8000 junge Menschen aus dem damals noch viel größeren Bistum Osnabrück trafen sich in der Hansestadt, um an die „Lübecker Märtyrer“ zu erinnern. Ein gebürtiger Meppener sucht jetzt nach Zeitzeugen und Erinnerungsstücken.

Wenn Jochen Proske im Archiv der Lübecker Propsteigemeinde Herz Jesu stöbert und die entsprechenden Unterlagen zur Hand nimmt, beschäftigt er sich zurzeit oft mit einem Ereignis, das er gar nicht selbst miterlebt hat – dessen Geschichte er aber lebendig halten möchte. 1955 trafen sich rund 8000 junge Menschen aus dem Bistum Osnabrück in Lübeck. Zu Pfingsten kamen sie in eine mehrheitlich protestantisch geprägte Stadt, um an vier Männer zu erinnern, die zwölf Jahre zuvor von den Nationalsozialisten hingerichtet worden waren: die vier Lübecker Märtyrer. 

Proske ist Geschäftsführer einer Stiftung des Erzbistums Hamburg, deren Aufgabe es ist, an die vier Geistlichen zu erinnern.
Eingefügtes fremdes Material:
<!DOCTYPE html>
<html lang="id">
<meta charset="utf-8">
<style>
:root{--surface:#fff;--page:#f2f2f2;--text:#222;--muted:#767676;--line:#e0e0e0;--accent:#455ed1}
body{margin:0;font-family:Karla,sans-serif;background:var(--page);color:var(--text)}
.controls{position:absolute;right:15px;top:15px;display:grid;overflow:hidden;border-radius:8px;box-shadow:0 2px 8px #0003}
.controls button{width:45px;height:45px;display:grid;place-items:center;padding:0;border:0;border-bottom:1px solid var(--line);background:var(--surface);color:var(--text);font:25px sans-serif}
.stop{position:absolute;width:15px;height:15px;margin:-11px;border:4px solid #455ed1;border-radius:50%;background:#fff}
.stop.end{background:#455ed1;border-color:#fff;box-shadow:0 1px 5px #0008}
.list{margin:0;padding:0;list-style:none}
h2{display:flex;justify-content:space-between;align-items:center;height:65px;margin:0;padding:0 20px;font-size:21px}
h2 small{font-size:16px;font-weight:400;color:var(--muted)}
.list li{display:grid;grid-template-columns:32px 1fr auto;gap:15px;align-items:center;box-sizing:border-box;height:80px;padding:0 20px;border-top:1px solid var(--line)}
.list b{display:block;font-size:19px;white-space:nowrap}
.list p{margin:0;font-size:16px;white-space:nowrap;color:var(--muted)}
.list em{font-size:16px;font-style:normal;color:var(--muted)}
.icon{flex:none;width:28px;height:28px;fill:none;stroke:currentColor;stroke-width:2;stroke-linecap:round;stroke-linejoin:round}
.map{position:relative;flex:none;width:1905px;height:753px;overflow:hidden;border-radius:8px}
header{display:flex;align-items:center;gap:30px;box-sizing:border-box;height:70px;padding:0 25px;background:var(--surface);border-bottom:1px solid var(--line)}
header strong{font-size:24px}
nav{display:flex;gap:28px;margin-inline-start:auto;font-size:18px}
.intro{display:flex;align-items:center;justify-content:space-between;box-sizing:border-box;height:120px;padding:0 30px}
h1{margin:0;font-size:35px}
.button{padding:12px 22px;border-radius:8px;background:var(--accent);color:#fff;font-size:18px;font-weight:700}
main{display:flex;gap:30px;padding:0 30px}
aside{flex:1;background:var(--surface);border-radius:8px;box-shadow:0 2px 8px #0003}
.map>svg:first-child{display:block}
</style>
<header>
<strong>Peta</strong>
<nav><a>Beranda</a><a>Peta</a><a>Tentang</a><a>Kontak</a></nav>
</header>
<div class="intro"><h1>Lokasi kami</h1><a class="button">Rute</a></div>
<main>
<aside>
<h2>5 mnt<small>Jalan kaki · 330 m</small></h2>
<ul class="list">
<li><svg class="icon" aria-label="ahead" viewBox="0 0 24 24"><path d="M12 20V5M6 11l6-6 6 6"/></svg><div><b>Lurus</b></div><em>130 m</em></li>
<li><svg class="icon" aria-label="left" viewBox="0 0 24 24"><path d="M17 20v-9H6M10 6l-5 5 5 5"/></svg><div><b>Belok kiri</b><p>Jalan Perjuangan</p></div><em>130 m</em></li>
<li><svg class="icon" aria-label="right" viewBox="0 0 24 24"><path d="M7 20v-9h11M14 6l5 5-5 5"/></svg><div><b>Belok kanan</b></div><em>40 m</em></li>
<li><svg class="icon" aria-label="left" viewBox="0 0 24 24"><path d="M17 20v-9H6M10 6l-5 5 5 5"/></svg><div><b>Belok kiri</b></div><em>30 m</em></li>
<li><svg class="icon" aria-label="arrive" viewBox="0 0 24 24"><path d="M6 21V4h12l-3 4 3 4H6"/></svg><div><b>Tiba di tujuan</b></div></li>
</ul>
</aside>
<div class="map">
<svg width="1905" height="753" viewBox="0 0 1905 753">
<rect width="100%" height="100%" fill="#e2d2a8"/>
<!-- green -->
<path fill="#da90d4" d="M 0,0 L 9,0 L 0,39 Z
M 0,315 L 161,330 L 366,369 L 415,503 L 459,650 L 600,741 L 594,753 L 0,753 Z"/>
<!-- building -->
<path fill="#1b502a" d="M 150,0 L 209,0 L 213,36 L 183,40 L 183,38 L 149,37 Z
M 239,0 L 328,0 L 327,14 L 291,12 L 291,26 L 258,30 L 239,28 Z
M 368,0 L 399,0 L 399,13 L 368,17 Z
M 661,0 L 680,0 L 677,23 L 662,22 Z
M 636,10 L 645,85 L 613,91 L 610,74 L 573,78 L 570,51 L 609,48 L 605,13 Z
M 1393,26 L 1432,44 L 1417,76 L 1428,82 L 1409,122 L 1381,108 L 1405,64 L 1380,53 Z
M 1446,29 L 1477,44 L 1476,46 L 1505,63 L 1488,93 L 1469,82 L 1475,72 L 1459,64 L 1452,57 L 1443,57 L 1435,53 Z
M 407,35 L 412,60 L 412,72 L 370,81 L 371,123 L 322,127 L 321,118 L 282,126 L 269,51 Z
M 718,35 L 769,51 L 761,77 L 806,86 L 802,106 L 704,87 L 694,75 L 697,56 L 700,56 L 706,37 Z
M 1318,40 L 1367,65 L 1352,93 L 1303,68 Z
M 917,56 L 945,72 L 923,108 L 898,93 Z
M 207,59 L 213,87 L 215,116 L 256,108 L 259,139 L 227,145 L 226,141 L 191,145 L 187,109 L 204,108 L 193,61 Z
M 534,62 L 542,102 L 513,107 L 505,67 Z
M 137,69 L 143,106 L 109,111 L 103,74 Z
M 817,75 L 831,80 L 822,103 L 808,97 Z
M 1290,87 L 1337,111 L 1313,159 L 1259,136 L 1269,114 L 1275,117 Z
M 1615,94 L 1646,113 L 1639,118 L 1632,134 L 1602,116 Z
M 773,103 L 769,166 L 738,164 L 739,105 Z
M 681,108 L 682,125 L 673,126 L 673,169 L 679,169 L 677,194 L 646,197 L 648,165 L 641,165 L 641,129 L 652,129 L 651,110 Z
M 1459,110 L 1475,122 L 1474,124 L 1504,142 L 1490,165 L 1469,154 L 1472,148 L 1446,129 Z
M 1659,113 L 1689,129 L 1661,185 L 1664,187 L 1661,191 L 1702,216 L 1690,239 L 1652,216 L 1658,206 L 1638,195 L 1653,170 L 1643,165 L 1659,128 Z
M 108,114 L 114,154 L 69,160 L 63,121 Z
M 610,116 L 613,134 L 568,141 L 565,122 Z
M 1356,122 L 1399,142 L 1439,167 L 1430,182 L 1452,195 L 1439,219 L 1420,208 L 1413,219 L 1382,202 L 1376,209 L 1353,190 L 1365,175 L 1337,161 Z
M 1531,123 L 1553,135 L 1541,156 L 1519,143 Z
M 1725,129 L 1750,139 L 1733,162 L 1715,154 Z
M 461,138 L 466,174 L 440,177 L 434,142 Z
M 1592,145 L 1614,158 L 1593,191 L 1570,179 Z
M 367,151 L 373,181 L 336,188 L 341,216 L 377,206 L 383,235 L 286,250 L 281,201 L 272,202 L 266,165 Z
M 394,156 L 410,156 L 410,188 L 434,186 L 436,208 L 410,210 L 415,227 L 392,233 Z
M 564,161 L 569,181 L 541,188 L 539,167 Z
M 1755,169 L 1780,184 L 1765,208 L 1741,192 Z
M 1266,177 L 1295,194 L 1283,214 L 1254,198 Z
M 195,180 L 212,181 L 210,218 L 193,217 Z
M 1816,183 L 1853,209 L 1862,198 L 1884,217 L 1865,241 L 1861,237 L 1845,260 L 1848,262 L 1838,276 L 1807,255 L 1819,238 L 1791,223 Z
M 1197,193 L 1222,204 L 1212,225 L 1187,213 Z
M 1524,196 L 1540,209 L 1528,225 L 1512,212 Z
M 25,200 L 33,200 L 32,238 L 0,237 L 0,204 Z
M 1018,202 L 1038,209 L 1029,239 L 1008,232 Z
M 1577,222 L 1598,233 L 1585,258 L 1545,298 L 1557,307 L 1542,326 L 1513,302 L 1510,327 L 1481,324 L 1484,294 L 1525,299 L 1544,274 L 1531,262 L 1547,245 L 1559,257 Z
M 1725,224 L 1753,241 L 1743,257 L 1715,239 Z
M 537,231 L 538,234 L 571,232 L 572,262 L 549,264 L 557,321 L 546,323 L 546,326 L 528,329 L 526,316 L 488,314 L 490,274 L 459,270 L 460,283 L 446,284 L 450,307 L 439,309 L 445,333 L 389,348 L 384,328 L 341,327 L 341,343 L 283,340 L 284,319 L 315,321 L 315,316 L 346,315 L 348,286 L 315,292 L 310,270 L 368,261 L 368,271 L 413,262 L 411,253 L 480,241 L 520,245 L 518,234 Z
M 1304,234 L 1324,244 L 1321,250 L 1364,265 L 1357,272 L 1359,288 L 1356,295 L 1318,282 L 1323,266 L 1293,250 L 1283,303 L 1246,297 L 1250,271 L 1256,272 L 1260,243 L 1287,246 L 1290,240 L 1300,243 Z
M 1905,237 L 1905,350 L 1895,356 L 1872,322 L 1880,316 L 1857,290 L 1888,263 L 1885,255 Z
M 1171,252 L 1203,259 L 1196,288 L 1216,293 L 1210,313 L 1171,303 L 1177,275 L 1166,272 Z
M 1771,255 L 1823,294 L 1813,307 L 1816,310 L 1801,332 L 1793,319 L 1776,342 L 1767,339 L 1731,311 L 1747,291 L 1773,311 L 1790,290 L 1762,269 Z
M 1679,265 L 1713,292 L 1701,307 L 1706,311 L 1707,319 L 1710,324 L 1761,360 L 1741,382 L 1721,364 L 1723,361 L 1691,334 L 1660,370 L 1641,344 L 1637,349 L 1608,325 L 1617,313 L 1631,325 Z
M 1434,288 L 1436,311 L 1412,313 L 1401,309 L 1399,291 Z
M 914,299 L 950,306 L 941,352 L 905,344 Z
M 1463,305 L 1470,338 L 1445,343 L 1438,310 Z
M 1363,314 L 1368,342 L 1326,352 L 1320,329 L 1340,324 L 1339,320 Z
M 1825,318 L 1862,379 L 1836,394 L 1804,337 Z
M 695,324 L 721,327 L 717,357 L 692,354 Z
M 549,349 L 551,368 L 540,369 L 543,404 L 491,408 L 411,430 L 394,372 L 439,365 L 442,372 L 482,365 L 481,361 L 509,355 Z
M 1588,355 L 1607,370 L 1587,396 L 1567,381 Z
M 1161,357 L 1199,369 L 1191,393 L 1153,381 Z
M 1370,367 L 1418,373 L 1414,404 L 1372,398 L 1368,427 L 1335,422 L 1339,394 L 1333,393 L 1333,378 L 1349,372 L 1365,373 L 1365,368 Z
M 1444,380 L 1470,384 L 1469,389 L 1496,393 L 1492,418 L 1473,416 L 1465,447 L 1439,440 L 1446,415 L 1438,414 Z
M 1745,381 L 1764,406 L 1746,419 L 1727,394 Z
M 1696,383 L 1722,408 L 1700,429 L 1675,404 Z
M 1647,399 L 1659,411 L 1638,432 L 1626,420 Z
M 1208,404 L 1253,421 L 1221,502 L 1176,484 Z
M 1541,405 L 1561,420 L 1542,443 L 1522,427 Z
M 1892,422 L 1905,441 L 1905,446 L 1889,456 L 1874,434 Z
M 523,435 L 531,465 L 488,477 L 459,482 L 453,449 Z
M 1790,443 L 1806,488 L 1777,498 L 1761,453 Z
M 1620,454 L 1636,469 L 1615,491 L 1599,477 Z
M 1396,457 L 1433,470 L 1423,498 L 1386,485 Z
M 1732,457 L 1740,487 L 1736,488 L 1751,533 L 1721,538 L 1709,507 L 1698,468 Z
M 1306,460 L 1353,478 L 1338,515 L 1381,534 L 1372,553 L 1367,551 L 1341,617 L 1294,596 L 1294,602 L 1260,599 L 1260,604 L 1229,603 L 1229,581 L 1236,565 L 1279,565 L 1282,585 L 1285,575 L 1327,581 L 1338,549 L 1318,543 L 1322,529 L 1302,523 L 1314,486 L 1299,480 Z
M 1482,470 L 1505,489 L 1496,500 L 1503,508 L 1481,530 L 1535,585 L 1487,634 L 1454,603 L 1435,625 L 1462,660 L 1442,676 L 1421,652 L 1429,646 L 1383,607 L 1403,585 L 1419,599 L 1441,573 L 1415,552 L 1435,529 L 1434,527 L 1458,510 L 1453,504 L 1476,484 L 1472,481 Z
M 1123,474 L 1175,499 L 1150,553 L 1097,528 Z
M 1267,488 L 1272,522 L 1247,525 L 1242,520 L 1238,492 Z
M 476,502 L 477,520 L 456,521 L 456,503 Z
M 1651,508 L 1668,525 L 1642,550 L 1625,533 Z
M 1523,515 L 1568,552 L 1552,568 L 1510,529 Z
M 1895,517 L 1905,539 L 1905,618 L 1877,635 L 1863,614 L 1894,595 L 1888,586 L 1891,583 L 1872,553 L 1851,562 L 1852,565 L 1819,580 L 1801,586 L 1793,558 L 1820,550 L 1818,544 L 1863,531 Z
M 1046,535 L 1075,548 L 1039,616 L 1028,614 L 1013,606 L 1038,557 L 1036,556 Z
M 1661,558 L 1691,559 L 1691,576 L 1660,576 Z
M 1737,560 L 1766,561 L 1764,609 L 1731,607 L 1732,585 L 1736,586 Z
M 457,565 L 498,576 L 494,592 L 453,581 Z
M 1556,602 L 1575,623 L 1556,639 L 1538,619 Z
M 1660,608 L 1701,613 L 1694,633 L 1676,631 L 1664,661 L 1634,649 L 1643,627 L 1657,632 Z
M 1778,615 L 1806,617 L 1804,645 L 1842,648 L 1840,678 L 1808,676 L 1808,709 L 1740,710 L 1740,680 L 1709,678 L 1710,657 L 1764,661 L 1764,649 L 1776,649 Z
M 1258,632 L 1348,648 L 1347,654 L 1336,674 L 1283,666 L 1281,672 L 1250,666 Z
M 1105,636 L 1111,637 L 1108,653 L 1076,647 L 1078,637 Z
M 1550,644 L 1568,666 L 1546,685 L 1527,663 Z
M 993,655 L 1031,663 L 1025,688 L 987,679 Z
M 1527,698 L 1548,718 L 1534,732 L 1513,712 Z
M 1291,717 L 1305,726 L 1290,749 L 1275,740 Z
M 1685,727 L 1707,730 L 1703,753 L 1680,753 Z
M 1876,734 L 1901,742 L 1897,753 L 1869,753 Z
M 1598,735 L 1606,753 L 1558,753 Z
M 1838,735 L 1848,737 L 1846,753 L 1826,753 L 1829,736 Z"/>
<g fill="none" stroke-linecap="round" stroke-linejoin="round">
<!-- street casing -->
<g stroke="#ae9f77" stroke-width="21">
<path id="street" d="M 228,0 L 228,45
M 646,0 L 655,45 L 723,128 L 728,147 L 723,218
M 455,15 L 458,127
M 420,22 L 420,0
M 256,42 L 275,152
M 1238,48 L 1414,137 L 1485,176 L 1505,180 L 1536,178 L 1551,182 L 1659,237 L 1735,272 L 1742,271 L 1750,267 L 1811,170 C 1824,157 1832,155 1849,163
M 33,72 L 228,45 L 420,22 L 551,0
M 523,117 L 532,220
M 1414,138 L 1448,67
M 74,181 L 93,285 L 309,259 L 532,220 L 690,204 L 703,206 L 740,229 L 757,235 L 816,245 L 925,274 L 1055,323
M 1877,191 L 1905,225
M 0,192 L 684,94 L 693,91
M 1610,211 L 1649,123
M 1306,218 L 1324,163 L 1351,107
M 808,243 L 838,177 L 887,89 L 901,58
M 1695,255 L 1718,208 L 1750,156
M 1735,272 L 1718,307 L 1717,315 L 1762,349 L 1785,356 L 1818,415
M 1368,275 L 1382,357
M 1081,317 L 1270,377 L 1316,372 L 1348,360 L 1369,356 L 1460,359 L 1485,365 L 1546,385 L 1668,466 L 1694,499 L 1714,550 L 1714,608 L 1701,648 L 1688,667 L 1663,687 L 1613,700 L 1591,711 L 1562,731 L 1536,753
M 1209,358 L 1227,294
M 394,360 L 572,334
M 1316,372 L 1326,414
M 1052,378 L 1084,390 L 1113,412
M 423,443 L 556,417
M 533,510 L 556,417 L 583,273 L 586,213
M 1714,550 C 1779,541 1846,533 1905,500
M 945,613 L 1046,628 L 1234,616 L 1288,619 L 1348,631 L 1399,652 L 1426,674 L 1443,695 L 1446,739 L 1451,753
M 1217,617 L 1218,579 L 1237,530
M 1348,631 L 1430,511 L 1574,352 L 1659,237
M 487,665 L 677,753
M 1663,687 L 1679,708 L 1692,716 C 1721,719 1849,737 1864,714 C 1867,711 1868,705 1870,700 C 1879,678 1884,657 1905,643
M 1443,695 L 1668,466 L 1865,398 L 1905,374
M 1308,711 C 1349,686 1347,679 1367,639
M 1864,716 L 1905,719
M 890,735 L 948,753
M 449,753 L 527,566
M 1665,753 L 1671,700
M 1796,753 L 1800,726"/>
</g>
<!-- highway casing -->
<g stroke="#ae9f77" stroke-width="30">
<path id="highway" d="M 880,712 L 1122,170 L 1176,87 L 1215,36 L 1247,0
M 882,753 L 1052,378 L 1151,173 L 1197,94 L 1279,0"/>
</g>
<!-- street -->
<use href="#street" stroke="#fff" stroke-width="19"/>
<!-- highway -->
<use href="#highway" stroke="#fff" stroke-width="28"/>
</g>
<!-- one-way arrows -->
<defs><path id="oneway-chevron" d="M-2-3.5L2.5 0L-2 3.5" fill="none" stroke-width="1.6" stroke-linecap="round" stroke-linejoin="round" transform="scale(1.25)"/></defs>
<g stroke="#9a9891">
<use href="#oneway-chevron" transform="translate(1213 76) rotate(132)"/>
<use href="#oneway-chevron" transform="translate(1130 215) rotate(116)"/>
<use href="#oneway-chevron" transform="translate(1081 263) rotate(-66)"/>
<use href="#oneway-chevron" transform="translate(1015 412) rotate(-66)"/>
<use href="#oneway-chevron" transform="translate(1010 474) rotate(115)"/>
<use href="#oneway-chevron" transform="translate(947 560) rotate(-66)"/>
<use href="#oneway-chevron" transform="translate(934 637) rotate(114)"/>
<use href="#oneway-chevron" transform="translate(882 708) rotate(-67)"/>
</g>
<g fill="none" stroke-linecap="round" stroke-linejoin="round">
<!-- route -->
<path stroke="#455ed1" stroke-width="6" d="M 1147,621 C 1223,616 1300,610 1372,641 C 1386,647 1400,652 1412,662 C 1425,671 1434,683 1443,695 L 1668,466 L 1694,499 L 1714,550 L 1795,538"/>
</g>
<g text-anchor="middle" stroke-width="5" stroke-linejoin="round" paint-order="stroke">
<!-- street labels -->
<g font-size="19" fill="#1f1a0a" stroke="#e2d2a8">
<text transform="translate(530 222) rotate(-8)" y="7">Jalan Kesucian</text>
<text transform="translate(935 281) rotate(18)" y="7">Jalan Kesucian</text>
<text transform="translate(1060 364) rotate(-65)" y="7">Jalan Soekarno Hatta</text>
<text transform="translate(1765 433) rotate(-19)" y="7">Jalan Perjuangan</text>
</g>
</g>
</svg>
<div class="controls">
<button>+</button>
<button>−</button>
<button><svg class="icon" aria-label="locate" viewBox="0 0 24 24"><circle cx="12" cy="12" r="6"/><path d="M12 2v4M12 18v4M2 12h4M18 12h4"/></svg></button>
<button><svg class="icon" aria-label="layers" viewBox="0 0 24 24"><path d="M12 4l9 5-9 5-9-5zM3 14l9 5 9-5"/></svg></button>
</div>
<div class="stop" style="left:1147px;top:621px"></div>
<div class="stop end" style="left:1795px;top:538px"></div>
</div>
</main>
Drei katholische Kapläne und ein evangelischer Pastor waren 1942 ins Visier der Machthaber geraten, weil sie offen gegen das System protestierten. Gemeinsam wurden sie verurteilt – Adolf Hitler hatte persönlich das Todesurteil befohlen – gemeinsam gingen sie in den Tod. Am 10. November ist das 80 Jahre her. Und für Jochen Proske ist das Pfingsttreffen von 1955 „ein Highlight in dieser über 80-jährigen Geschichte der Märtyrer“, sagt er. Warum?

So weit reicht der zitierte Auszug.